Available records START

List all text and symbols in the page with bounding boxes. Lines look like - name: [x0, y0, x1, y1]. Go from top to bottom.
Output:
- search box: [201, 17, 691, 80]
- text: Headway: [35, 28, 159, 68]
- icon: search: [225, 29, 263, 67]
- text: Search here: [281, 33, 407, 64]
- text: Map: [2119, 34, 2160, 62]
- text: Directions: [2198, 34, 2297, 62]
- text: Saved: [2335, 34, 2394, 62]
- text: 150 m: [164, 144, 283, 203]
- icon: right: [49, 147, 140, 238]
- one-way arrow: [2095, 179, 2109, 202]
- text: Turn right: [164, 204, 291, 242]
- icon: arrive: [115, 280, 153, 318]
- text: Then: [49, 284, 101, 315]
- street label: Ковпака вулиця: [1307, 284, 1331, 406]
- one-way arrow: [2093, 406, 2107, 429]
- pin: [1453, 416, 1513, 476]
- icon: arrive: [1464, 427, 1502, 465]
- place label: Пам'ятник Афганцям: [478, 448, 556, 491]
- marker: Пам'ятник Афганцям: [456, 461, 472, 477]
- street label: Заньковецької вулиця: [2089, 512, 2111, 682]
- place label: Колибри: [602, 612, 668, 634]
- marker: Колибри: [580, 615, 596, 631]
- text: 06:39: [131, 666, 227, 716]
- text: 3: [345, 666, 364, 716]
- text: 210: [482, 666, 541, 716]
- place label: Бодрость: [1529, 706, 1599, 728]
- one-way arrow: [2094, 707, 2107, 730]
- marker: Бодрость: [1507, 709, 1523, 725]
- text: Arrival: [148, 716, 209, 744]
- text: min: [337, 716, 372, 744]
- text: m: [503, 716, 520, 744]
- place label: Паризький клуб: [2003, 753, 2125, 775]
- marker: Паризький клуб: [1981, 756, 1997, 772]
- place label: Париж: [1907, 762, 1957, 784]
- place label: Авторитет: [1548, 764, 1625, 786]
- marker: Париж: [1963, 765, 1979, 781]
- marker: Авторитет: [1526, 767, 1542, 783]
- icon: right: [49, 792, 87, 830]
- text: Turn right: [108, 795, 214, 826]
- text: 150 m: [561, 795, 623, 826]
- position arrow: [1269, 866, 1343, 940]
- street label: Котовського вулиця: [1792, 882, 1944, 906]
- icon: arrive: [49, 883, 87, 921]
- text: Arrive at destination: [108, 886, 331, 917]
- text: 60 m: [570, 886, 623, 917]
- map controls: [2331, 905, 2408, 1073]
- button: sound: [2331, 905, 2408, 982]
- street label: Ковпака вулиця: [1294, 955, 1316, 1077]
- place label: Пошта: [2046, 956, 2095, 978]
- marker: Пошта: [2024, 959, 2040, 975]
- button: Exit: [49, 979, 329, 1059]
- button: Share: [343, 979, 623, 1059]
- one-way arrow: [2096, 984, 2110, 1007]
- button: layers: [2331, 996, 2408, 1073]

Available records END

Instructions to follow ::
For this data, state how many lines include the word "place", with nothing added.

Response to the exercise ::
7